Companies include: Plains All American Pipeline L (PAA), Linn Energy, LLC (LINE) and many others.

In the following excerpt from the Oil & Gas: Master Limited Partnerships Report, an experienced MLP research analyst discusses the outlook for the sector for investors:

TWST: From the most recent quarterly earnings reports and calls, were there any particular themes or tone in management comments that stuck out for you?

Mr. Bellamy: The most salient thing we heard for energy investors as a whole in the fourth quarter of 2013 results were comments by Greg Armstrong of Plains All American (PAA), who said he expects at least one or two corrections in the next 18 months in U.S. crude oil prices. Now on the one hand, they make money on price differentials, so they're talking their book, but on the other hand they're transparent, honest, reliable, and have probably the best insight into the U.S. crude oil market than anybody does.

We're just producing a lot of oil. There's an imbalance between what we are producing, which is light sweet crude, and what the refiners are set up to process, which is heavier and more sour crude.

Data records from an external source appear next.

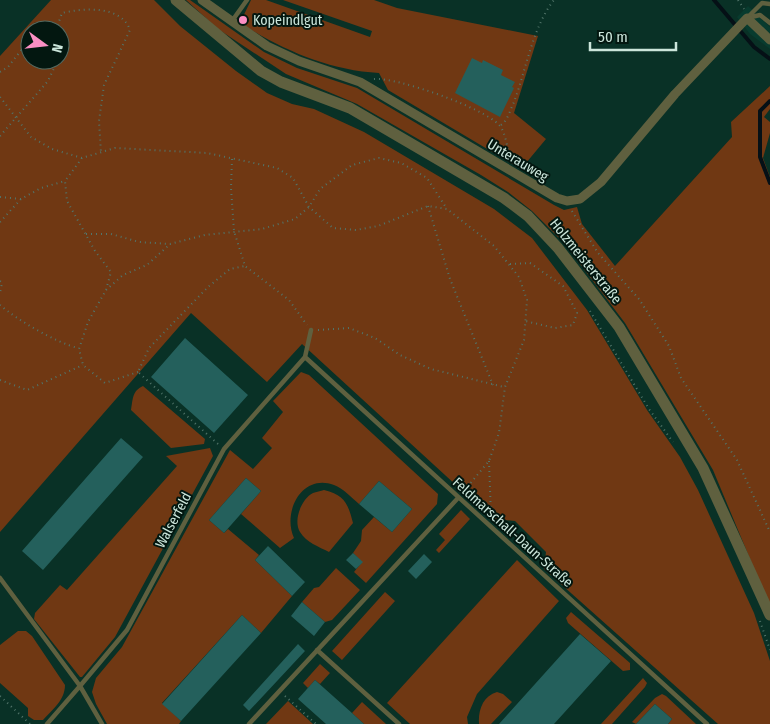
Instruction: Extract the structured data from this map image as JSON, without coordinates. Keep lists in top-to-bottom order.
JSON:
{
  "streets": {
    "street": ["Unterauweg", "Holzmeisterstraße"],
    "lane": ["Walserfeld", "Feldmarschall-Daun-Straße"]
  },
  "crossings": [
    ["Walserfeld", "Feldmarschall-Daun-Straße"]
  ],
  "places": ["Kopeindlgut"],
  "scale_bar": "50 m",
  "north": "right"
}
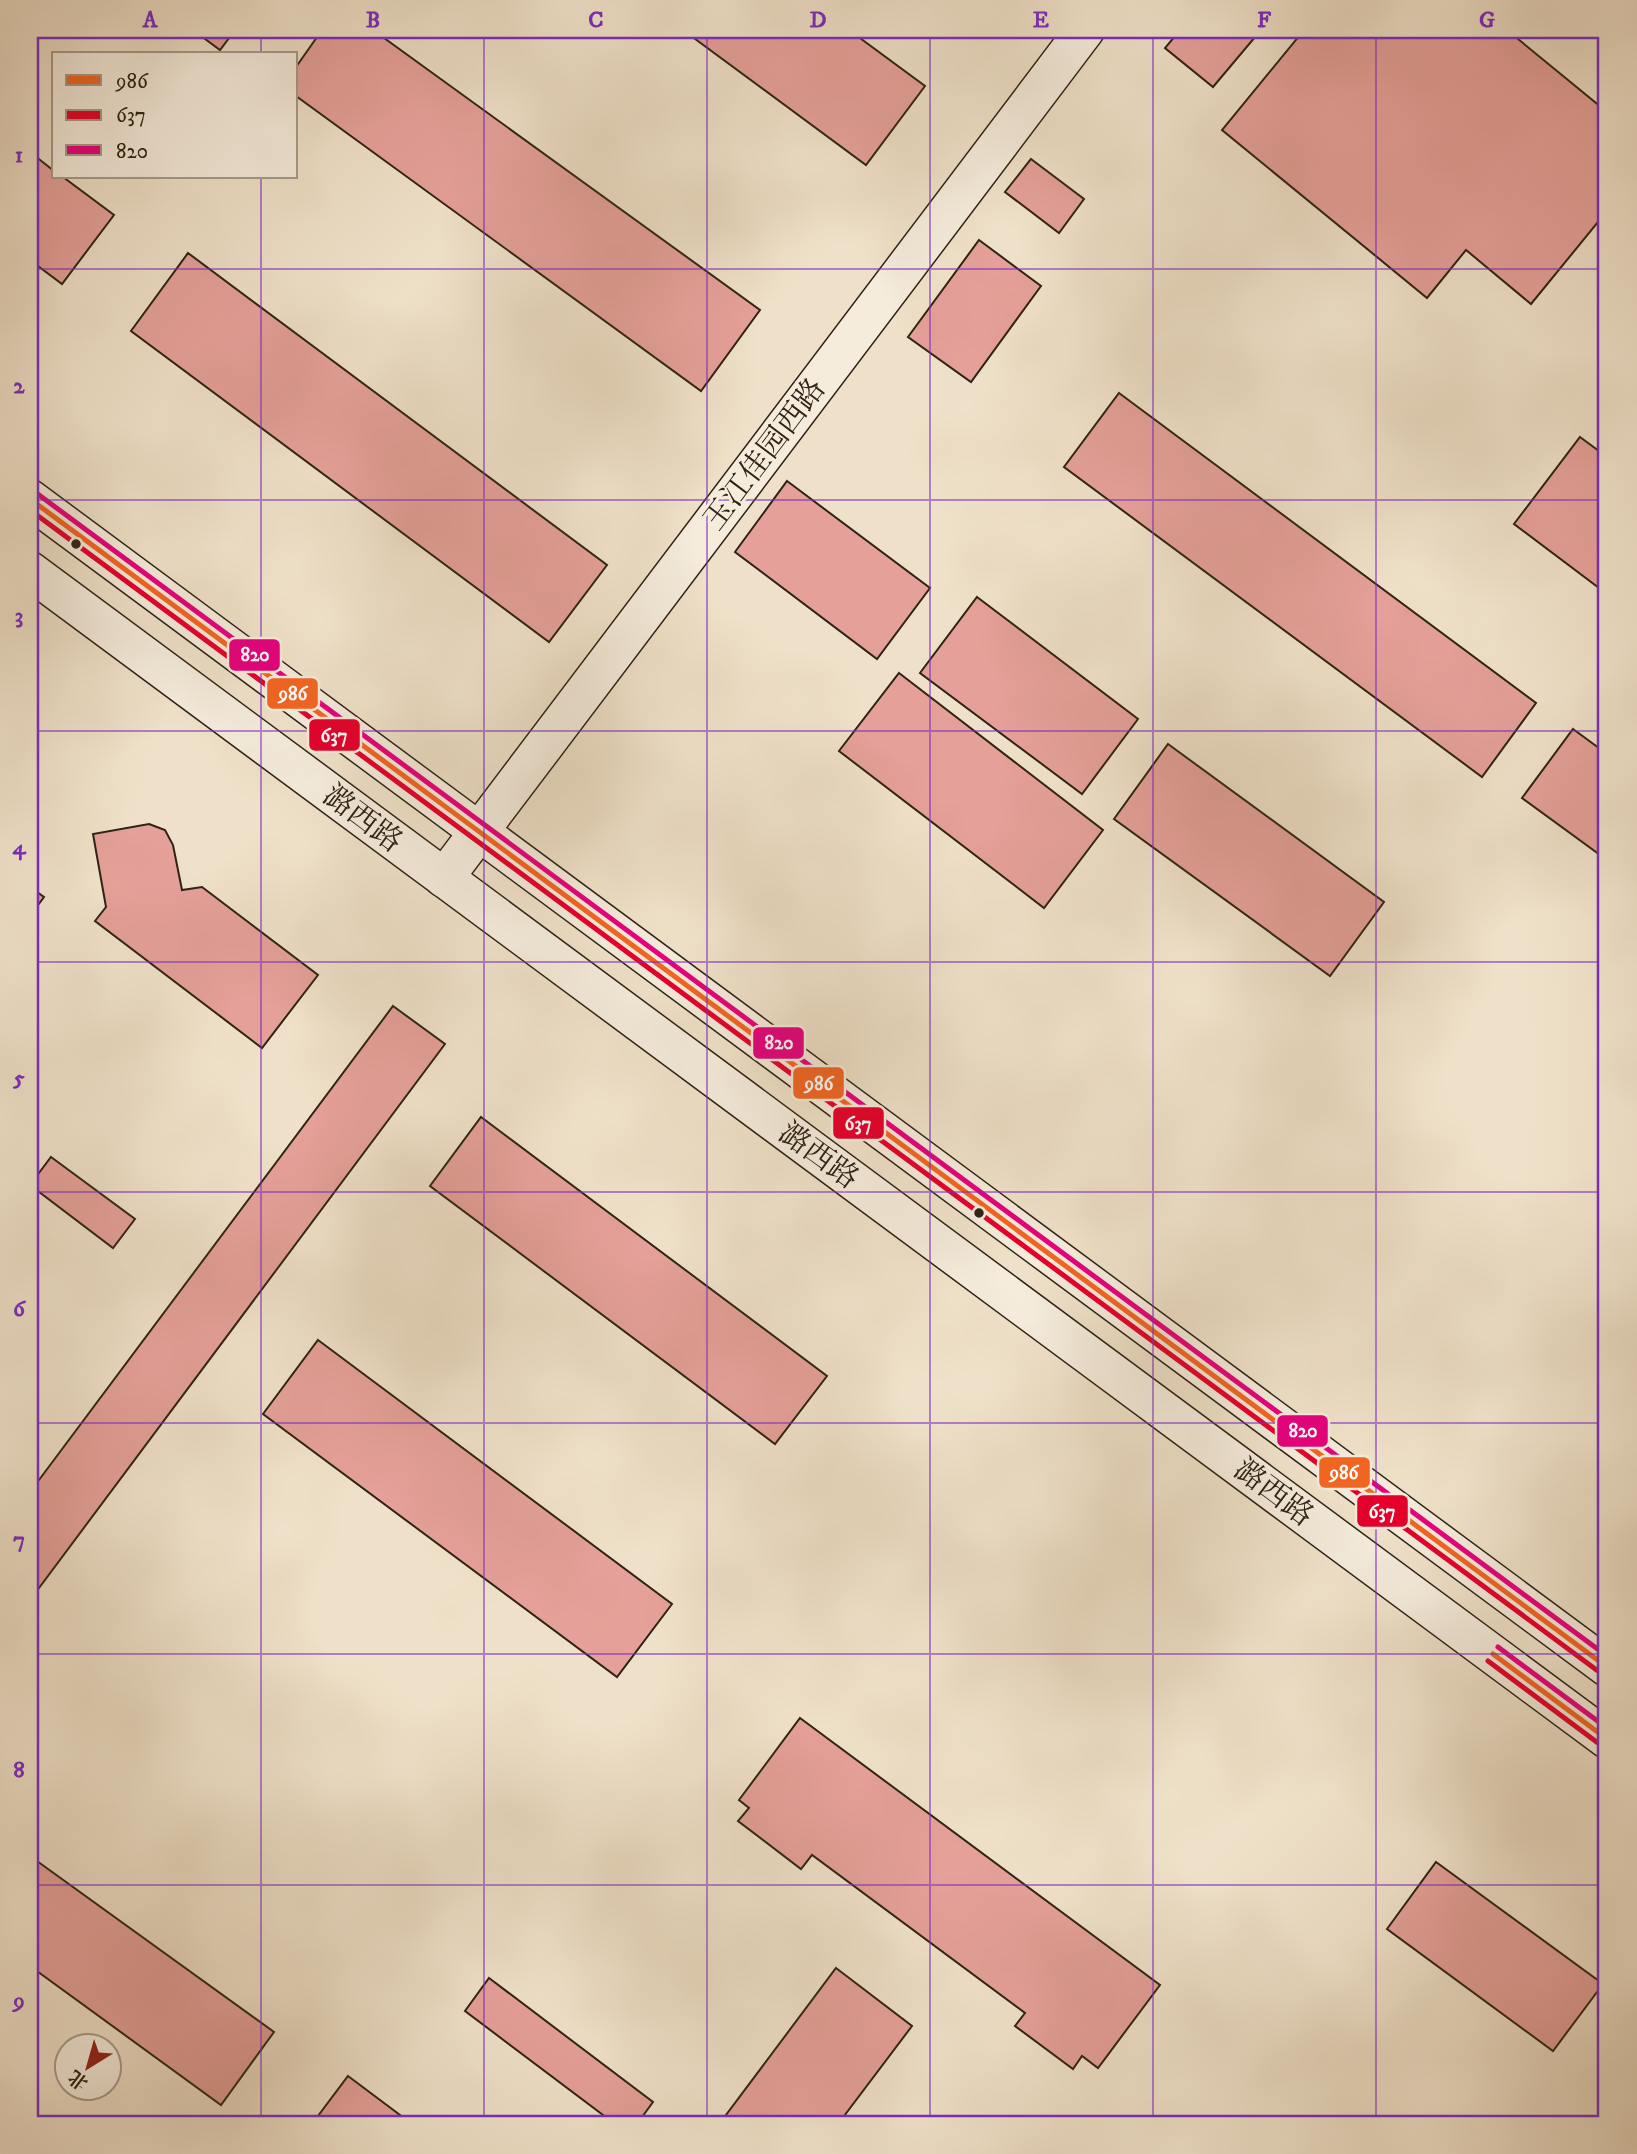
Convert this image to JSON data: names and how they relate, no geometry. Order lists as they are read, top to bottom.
{
  "streets": {
    "main road": ["玉江佳园西路", "潞西路"]
  },
  "crossings": [
    ["玉江佳园西路", "潞西路"]
  ],
  "lines": ["transit line 820", "transit line 986", "transit line 637"],
  "legend": ["986", "637", "820"],
  "north": "bottom left",
  "grid": {
    "columns": [
      "A",
      "B",
      "C",
      "D",
      "E",
      "F",
      "G"
    ],
    "rows": [
      "1",
      "2",
      "3",
      "4",
      "5",
      "6",
      "7",
      "8",
      "9"
    ]
  }
}
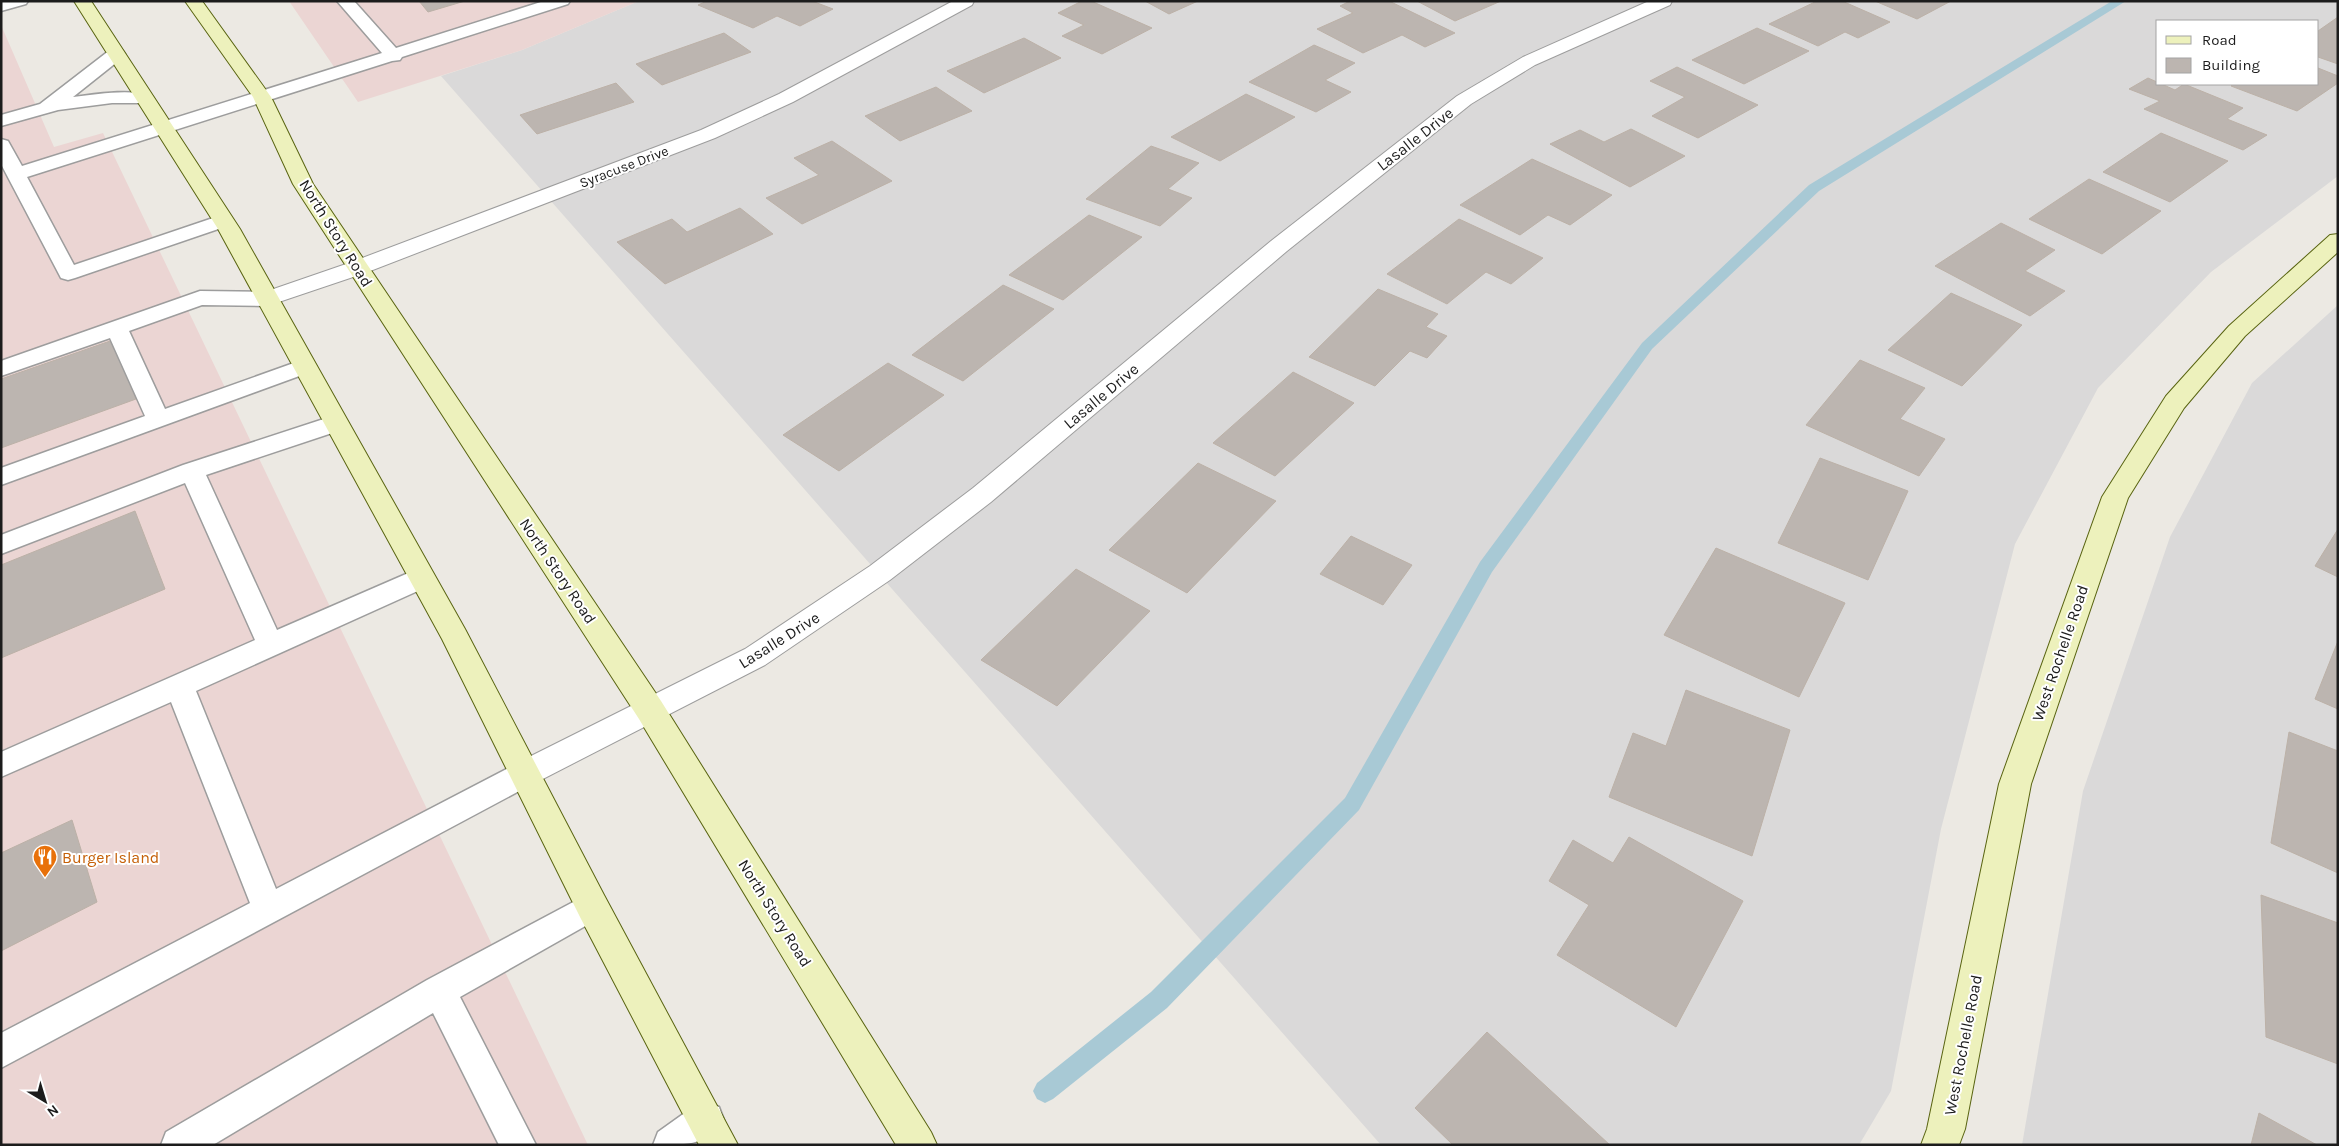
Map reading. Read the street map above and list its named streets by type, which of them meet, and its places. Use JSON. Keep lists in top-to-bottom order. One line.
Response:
{"streets":{"main road":["North Story Road","West Rochelle Road"],"street":["Lasalle Drive","Syracuse Drive"]},"crossings":[["Lasalle Drive","North Story Road"],["Syracuse Drive","North Story Road"]],"places":{"restaurant":["Burger Island"]},"legend":["Road","Building"],"north":"bottom right"}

We can't export crude oil en masse, so unless something changes the potential for a correction is certainly there.

TWST: Within MLPs there are upstream names, midstream and downstream. Do you find any one of those subsectors to be more or less favorable or promising than the others? How should investors look at those different areas?

Mr. Bellamy: If you follow through the thoughts from Plains, what has been - and we think will continue to be - one of the strongest businesses is crude oil logistics and storage, and more so on the logistics side, just because that is a critical market. We are not as oversupplied in oil as we are in natural gas. We think there is a lot of potential for growth in that arena, and that the underlying fundamentals of dislocations in the market, where you can make money moving crude from point A to point B, are still there.

And then I would say we are getting more company-specific in other sectors. If you have private-equity-sponsored companies that are overpaying for midstream assets, whatever those assets happen to be, then they're not going to be rewarded with the same type of strong yield and capital appreciation that other companies are; so a lot of it is, how are these businesses managed, and are the unitholders being brought along for the ride in sharing the returns, or are they just being used as a source of capital? So we're increasingly focused on company-specific situations.

TWST: Tell us more about what's happening on the acquisition front, M&A activity in the space, and what you expect this year.

For more of this interview and many others visit the Wall Street Transcript - a unique service for investors and industry researchers - providing fresh commentary and insight through verbatim interviews with CEOs, portfolio managers and research analysts. This special issue is available by calling (212) 952-7433 or via The Wall Street Transcript Online.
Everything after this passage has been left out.